_Data for this task_.
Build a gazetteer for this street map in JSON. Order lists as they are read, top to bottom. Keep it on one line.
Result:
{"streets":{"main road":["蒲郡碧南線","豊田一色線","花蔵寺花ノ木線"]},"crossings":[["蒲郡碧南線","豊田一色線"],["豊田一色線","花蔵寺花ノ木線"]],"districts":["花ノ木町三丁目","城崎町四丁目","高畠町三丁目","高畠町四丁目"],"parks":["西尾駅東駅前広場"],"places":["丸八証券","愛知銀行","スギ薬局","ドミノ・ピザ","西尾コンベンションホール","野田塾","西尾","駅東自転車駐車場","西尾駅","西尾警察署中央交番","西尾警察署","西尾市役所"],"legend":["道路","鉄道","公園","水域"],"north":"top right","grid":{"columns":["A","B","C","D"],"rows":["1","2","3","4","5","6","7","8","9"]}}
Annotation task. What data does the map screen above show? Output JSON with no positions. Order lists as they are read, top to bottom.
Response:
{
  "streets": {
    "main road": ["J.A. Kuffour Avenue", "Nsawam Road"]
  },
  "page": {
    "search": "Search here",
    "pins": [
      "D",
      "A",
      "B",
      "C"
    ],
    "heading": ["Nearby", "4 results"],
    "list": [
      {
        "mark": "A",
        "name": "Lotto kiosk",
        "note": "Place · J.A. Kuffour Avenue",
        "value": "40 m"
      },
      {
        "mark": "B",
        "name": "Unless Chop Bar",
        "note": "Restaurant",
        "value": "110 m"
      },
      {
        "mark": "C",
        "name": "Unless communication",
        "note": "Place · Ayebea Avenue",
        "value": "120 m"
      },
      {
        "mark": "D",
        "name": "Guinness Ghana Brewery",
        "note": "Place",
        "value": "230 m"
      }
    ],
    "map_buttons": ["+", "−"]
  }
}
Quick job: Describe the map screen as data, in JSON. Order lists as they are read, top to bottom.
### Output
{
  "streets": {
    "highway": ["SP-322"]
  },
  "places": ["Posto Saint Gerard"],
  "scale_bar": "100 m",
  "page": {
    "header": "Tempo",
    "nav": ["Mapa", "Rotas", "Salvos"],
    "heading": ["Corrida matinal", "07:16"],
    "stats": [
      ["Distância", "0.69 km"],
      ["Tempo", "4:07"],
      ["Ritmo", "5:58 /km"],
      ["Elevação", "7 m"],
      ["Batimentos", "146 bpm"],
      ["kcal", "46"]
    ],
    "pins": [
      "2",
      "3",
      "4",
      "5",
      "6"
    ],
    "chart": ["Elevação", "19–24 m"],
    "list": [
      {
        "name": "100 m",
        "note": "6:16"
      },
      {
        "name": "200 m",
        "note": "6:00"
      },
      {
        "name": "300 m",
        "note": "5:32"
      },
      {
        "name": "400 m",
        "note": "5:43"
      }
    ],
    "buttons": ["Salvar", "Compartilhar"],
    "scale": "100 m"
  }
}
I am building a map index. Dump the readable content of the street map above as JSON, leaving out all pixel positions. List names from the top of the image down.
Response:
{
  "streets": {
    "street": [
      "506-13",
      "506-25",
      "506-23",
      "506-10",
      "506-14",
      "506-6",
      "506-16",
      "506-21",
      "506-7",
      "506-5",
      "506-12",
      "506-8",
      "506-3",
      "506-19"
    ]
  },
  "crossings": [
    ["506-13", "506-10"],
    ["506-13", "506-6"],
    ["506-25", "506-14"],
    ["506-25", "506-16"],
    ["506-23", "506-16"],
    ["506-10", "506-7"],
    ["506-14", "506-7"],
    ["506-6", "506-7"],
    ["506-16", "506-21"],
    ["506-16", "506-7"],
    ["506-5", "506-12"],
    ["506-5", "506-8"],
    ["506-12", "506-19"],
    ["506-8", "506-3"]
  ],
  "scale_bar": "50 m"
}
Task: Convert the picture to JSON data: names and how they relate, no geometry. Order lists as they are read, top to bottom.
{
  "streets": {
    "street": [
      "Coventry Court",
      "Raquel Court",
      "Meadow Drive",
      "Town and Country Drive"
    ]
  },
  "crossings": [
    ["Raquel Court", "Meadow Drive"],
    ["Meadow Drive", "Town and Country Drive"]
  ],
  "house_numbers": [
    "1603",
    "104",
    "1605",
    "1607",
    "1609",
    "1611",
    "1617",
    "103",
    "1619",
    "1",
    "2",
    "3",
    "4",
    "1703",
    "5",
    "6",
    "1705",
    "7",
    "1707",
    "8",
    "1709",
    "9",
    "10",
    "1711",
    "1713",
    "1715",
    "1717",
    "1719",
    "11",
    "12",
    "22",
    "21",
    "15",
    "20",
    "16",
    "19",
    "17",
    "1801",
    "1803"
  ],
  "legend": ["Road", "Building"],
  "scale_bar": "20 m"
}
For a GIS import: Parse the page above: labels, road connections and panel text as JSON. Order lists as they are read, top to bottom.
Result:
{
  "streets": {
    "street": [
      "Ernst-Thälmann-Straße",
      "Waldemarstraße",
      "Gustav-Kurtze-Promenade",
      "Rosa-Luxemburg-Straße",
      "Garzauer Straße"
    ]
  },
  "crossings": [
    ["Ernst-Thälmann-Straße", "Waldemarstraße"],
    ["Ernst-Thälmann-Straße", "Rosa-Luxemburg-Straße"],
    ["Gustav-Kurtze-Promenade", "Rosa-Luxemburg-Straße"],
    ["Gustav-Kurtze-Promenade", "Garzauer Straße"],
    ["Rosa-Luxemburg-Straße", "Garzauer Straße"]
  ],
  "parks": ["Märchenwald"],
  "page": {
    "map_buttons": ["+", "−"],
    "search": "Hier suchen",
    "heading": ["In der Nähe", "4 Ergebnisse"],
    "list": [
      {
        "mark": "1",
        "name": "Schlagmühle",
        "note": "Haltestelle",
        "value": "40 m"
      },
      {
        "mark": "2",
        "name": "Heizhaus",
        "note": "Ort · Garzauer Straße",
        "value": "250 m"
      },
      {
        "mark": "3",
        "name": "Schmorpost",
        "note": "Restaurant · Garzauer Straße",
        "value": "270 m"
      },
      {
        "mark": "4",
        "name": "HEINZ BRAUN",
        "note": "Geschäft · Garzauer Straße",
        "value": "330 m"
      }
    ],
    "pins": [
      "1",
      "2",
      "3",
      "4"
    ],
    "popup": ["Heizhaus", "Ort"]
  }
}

_Exercise directions_. Could you print the material above once more, exactly as it stands?

_Expected answer_.
Build a gazetteer for this street map in JSON. Order lists as they are read, top to bottom. Keep it on one line.
Result:
{"streets":{"main road":["蒲郡碧南線","豊田一色線","花蔵寺花ノ木線"]},"crossings":[["蒲郡碧南線","豊田一色線"],["豊田一色線","花蔵寺花ノ木線"]],"districts":["花ノ木町三丁目","城崎町四丁目","高畠町三丁目","高畠町四丁目"],"parks":["西尾駅東駅前広場"],"places":["丸八証券","愛知銀行","スギ薬局","ドミノ・ピザ","西尾コンベンションホール","野田塾","西尾","駅東自転車駐車場","西尾駅","西尾警察署中央交番","西尾警察署","西尾市役所"],"legend":["道路","鉄道","公園","水域"],"north":"top right","grid":{"columns":["A","B","C","D"],"rows":["1","2","3","4","5","6","7","8","9"]}}
Annotation task. What data does the map screen above show? Output JSON with no positions. Order lists as they are read, top to bottom.
Response:
{
  "streets": {
    "main road": ["J.A. Kuffour Avenue", "Nsawam Road"]
  },
  "page": {
    "search": "Search here",
    "pins": [
      "D",
      "A",
      "B",
      "C"
    ],
    "heading": ["Nearby", "4 results"],
    "list": [
      {
        "mark": "A",
        "name": "Lotto kiosk",
        "note": "Place · J.A. Kuffour Avenue",
        "value": "40 m"
      },
      {
        "mark": "B",
        "name": "Unless Chop Bar",
        "note": "Restaurant",
        "value": "110 m"
      },
      {
        "mark": "C",
        "name": "Unless communication",
        "note": "Place · Ayebea Avenue",
        "value": "120 m"
      },
      {
        "mark": "D",
        "name": "Guinness Ghana Brewery",
        "note": "Place",
        "value": "230 m"
      }
    ],
    "map_buttons": ["+", "−"]
  }
}
Quick job: Describe the map screen as data, in JSON. Order lists as they are read, top to bottom.
### Output
{
  "streets": {
    "highway": ["SP-322"]
  },
  "places": ["Posto Saint Gerard"],
  "scale_bar": "100 m",
  "page": {
    "header": "Tempo",
    "nav": ["Mapa", "Rotas", "Salvos"],
    "heading": ["Corrida matinal", "07:16"],
    "stats": [
      ["Distância", "0.69 km"],
      ["Tempo", "4:07"],
      ["Ritmo", "5:58 /km"],
      ["Elevação", "7 m"],
      ["Batimentos", "146 bpm"],
      ["kcal", "46"]
    ],
    "pins": [
      "2",
      "3",
      "4",
      "5",
      "6"
    ],
    "chart": ["Elevação", "19–24 m"],
    "list": [
      {
        "name": "100 m",
        "note": "6:16"
      },
      {
        "name": "200 m",
        "note": "6:00"
      },
      {
        "name": "300 m",
        "note": "5:32"
      },
      {
        "name": "400 m",
        "note": "5:43"
      }
    ],
    "buttons": ["Salvar", "Compartilhar"],
    "scale": "100 m"
  }
}
I am building a map index. Dump the readable content of the street map above as JSON, leaving out all pixel positions. List names from the top of the image down.
Response:
{
  "streets": {
    "street": [
      "506-13",
      "506-25",
      "506-23",
      "506-10",
      "506-14",
      "506-6",
      "506-16",
      "506-21",
      "506-7",
      "506-5",
      "506-12",
      "506-8",
      "506-3",
      "506-19"
    ]
  },
  "crossings": [
    ["506-13", "506-10"],
    ["506-13", "506-6"],
    ["506-25", "506-14"],
    ["506-25", "506-16"],
    ["506-23", "506-16"],
    ["506-10", "506-7"],
    ["506-14", "506-7"],
    ["506-6", "506-7"],
    ["506-16", "506-21"],
    ["506-16", "506-7"],
    ["506-5", "506-12"],
    ["506-5", "506-8"],
    ["506-12", "506-19"],
    ["506-8", "506-3"]
  ],
  "scale_bar": "50 m"
}
Task: Convert the picture to JSON data: names and how they relate, no geometry. Order lists as they are read, top to bottom.
{
  "streets": {
    "street": [
      "Coventry Court",
      "Raquel Court",
      "Meadow Drive",
      "Town and Country Drive"
    ]
  },
  "crossings": [
    ["Raquel Court", "Meadow Drive"],
    ["Meadow Drive", "Town and Country Drive"]
  ],
  "house_numbers": [
    "1603",
    "104",
    "1605",
    "1607",
    "1609",
    "1611",
    "1617",
    "103",
    "1619",
    "1",
    "2",
    "3",
    "4",
    "1703",
    "5",
    "6",
    "1705",
    "7",
    "1707",
    "8",
    "1709",
    "9",
    "10",
    "1711",
    "1713",
    "1715",
    "1717",
    "1719",
    "11",
    "12",
    "22",
    "21",
    "15",
    "20",
    "16",
    "19",
    "17",
    "1801",
    "1803"
  ],
  "legend": ["Road", "Building"],
  "scale_bar": "20 m"
}
For a GIS import: Parse the page above: labels, road connections and panel text as JSON. Order lists as they are read, top to bottom.
Result:
{
  "streets": {
    "street": [
      "Ernst-Thälmann-Straße",
      "Waldemarstraße",
      "Gustav-Kurtze-Promenade",
      "Rosa-Luxemburg-Straße",
      "Garzauer Straße"
    ]
  },
  "crossings": [
    ["Ernst-Thälmann-Straße", "Waldemarstraße"],
    ["Ernst-Thälmann-Straße", "Rosa-Luxemburg-Straße"],
    ["Gustav-Kurtze-Promenade", "Rosa-Luxemburg-Straße"],
    ["Gustav-Kurtze-Promenade", "Garzauer Straße"],
    ["Rosa-Luxemburg-Straße", "Garzauer Straße"]
  ],
  "parks": ["Märchenwald"],
  "page": {
    "map_buttons": ["+", "−"],
    "search": "Hier suchen",
    "heading": ["In der Nähe", "4 Ergebnisse"],
    "list": [
      {
        "mark": "1",
        "name": "Schlagmühle",
        "note": "Haltestelle",
        "value": "40 m"
      },
      {
        "mark": "2",
        "name": "Heizhaus",
        "note": "Ort · Garzauer Straße",
        "value": "250 m"
      },
      {
        "mark": "3",
        "name": "Schmorpost",
        "note": "Restaurant · Garzauer Straße",
        "value": "270 m"
      },
      {
        "mark": "4",
        "name": "HEINZ BRAUN",
        "note": "Geschäft · Garzauer Straße",
        "value": "330 m"
      }
    ],
    "pins": [
      "1",
      "2",
      "3",
      "4"
    ],
    "popup": ["Heizhaus", "Ort"]
  }
}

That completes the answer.